消費者の変化に対応するライフサイクルの視点

2015年2月26日

サマリー

◆運輸部門(旅客部門と貨物部門)のエネルギー消費量は、減少傾向にある。ただし、貨物部門のCO2排出量のほとんどが自動車(トラック)からのものであることから、政府等ではトラックのCO2排出量削減にかかわる取り組みを中心に運輸部門の低炭素化が進められている。

◆CO2排出量を押し上げる要因の一つに、出荷1件当たりの重量(流動ロット)の小ロット化が進んでいることがある。背景には通販市場、宅配市場が成長していることが挙げられる。トラックの中でも宅配便等混載の流動ロットは極めて小さい。

◆今後、食品アクセスに制約のある高齢者(いわゆる買い物弱者)の増加、高齢者や女性の就業率の上昇、スマートフォン普及を背景にした電子商取引(EC)の浸透等から、さらに通販市場、宅配市場が伸びると予想される。温度管理が必要な貨物の増加やC2Cの広がりという消費者ニーズの高度化も、物流のCO2排出量の増加に結び付く可能性がある。

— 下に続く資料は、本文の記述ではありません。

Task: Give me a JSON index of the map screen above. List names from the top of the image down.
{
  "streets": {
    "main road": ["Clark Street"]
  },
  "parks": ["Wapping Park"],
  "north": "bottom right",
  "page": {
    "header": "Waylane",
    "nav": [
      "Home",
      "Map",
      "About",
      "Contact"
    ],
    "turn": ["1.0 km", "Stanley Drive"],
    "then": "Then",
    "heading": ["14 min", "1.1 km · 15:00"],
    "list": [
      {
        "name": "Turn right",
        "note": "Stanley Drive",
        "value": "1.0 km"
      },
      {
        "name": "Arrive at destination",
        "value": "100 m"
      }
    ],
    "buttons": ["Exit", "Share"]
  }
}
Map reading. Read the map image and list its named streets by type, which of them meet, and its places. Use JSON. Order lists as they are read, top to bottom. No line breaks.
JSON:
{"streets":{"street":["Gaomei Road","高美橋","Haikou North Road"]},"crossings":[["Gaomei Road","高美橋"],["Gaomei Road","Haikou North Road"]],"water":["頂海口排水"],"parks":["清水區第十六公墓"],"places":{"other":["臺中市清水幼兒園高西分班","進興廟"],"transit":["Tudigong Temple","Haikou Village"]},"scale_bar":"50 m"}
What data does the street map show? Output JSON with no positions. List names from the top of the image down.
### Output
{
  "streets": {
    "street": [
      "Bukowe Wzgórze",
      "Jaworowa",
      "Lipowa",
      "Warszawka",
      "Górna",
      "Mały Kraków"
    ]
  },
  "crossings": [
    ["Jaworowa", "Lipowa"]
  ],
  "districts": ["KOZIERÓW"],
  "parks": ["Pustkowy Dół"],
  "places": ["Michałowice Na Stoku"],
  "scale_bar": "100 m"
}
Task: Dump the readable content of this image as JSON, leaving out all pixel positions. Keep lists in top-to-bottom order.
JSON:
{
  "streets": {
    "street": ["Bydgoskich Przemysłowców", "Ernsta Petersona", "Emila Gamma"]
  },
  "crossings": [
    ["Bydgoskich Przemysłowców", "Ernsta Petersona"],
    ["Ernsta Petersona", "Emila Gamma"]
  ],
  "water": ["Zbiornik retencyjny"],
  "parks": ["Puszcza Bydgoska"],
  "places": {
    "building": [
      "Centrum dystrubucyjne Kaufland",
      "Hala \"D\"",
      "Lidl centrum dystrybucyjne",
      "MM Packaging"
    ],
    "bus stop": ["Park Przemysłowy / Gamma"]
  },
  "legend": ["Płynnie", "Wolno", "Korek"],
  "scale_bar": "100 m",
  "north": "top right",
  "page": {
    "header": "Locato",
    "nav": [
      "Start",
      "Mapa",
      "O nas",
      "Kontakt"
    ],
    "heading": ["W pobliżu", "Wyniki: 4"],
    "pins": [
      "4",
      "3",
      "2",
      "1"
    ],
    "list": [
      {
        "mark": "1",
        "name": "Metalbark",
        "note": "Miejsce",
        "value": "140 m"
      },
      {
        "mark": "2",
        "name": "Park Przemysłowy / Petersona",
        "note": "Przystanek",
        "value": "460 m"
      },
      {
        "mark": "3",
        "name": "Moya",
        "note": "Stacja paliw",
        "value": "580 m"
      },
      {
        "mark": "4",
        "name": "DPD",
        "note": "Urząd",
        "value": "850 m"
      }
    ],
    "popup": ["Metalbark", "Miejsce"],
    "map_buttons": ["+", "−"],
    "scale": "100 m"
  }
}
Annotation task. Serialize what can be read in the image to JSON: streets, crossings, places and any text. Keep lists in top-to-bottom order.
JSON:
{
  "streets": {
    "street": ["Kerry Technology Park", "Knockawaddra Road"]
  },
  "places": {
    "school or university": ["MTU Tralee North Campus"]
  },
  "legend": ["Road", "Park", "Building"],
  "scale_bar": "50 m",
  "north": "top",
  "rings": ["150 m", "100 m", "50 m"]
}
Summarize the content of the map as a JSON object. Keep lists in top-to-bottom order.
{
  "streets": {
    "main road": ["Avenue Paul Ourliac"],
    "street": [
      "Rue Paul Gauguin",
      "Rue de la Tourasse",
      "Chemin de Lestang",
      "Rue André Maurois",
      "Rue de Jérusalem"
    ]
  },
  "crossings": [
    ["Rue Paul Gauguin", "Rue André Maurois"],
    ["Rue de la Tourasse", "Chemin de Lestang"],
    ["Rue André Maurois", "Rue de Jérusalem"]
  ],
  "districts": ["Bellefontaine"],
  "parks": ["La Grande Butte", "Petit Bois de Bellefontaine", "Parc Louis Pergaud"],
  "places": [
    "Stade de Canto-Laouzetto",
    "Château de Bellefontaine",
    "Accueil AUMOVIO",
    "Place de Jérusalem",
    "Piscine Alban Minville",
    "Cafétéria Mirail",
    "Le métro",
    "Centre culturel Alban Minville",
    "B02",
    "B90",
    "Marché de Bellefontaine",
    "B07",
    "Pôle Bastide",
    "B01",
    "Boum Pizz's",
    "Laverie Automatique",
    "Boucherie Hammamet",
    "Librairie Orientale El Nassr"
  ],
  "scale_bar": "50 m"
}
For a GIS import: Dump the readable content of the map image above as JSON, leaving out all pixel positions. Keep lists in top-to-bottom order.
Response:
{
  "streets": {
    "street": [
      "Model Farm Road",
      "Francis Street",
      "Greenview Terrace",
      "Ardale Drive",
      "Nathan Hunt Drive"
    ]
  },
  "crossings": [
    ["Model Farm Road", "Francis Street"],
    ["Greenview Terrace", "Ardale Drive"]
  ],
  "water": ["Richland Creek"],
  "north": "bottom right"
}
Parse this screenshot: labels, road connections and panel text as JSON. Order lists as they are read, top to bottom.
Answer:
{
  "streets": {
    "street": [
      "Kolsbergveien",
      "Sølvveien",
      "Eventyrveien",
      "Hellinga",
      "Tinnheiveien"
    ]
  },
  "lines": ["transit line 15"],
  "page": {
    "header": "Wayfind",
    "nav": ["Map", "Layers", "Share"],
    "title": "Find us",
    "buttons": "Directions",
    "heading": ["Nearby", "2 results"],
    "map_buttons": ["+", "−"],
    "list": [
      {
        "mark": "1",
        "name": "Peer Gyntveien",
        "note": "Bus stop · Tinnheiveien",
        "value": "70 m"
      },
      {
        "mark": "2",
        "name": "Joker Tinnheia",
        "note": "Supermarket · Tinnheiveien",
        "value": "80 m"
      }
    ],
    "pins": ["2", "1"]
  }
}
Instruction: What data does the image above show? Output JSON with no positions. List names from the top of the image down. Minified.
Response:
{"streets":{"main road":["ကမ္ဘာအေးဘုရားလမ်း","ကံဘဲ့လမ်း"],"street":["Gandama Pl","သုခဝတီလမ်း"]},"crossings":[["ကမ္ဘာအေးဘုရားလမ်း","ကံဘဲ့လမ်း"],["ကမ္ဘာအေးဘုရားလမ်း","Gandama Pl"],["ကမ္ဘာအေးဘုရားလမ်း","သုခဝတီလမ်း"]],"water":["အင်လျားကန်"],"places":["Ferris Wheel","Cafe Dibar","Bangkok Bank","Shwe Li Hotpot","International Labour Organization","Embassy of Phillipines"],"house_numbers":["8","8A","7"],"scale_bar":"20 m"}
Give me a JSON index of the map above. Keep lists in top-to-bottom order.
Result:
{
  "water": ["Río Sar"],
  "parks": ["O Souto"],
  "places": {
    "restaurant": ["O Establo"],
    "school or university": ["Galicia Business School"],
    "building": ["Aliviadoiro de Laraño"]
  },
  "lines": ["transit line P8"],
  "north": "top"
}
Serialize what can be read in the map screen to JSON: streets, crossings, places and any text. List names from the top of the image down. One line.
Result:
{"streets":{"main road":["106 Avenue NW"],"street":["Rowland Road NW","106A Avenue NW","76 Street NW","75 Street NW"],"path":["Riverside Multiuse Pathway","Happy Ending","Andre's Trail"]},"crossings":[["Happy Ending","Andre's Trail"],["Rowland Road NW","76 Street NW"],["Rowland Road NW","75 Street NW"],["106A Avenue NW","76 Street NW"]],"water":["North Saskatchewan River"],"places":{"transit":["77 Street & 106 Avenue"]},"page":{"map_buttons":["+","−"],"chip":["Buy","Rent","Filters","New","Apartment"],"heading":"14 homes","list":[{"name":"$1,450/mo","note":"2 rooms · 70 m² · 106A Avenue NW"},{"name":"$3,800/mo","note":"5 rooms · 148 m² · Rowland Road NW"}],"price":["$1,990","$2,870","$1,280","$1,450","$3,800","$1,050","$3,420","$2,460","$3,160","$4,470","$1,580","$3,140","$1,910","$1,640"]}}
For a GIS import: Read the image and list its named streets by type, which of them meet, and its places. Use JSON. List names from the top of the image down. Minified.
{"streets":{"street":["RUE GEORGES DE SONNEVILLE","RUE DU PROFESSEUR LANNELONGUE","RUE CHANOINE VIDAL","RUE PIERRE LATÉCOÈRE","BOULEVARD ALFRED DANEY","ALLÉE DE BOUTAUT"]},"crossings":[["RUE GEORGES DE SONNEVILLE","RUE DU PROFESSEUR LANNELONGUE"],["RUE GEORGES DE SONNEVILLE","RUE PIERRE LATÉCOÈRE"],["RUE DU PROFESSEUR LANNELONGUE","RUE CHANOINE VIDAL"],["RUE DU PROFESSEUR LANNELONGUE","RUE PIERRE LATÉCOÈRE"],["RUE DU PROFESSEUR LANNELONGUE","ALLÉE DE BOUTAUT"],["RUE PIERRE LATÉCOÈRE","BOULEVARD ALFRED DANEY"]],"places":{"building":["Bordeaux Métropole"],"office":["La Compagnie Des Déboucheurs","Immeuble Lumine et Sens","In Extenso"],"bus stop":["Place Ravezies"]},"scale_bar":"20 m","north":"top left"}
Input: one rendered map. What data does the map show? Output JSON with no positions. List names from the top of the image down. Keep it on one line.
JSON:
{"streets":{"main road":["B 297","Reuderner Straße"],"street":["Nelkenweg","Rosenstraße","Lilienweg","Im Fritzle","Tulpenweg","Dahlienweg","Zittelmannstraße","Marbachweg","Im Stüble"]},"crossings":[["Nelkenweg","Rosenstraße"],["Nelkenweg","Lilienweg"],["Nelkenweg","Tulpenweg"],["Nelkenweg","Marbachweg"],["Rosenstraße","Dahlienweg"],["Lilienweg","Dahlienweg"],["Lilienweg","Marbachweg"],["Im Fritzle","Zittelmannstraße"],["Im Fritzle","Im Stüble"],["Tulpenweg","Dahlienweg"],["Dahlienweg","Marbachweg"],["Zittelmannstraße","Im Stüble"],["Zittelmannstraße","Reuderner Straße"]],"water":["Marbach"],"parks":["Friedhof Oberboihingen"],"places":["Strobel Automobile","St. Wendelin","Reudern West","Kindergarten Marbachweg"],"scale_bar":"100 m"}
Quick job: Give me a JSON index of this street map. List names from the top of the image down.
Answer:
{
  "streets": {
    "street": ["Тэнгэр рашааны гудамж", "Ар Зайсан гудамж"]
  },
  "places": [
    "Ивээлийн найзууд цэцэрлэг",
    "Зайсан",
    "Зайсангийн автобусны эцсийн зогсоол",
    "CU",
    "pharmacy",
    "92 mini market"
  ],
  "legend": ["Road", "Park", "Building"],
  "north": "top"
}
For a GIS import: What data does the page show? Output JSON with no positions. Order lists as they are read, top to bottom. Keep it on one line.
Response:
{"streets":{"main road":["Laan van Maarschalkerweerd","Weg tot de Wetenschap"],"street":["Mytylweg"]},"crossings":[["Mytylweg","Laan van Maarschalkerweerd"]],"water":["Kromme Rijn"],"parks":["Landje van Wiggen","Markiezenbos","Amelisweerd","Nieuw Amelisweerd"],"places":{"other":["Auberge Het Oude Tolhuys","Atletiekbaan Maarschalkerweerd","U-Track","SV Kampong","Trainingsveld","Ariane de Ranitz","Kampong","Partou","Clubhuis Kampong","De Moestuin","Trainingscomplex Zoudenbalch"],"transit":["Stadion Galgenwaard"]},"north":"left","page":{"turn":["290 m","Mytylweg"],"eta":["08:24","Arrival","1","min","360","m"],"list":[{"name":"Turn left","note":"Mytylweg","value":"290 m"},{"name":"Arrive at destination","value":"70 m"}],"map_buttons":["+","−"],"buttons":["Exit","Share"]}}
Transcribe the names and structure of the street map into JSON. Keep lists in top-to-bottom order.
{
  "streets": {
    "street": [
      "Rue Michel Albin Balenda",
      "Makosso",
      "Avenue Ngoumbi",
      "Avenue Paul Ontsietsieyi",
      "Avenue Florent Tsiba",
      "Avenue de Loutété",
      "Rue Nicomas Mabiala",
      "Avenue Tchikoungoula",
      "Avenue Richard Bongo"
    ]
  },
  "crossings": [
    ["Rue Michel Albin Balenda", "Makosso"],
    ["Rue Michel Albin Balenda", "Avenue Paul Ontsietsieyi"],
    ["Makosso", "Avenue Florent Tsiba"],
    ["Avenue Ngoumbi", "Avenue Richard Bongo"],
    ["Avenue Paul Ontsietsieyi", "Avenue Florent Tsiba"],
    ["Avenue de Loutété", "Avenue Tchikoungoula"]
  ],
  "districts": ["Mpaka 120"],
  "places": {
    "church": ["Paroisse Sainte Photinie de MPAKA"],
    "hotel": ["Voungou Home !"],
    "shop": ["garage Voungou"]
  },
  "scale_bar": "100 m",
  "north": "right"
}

◆こうした状況もふまえ、政府は「総合物流施策大綱(2013-2017)」等の中で、基幹道路の整備の他、共同配送の推進、鉄道へのモーダルシフト、荷捌き場整備等、サプライチェーンのステークホルダーとの協働による効率化を進めている。一方、食品ロスを減らすと共に食品関連の物流の効率化にもなることが期待される3分の1ルールの見直し等、物流業界だけでは実現することができない対策もある。荷主~小売り~消費者~廃棄・リサイクルというライフサイクル全体の効率化により、一層のCO2排出量削減につなげることが求められよう。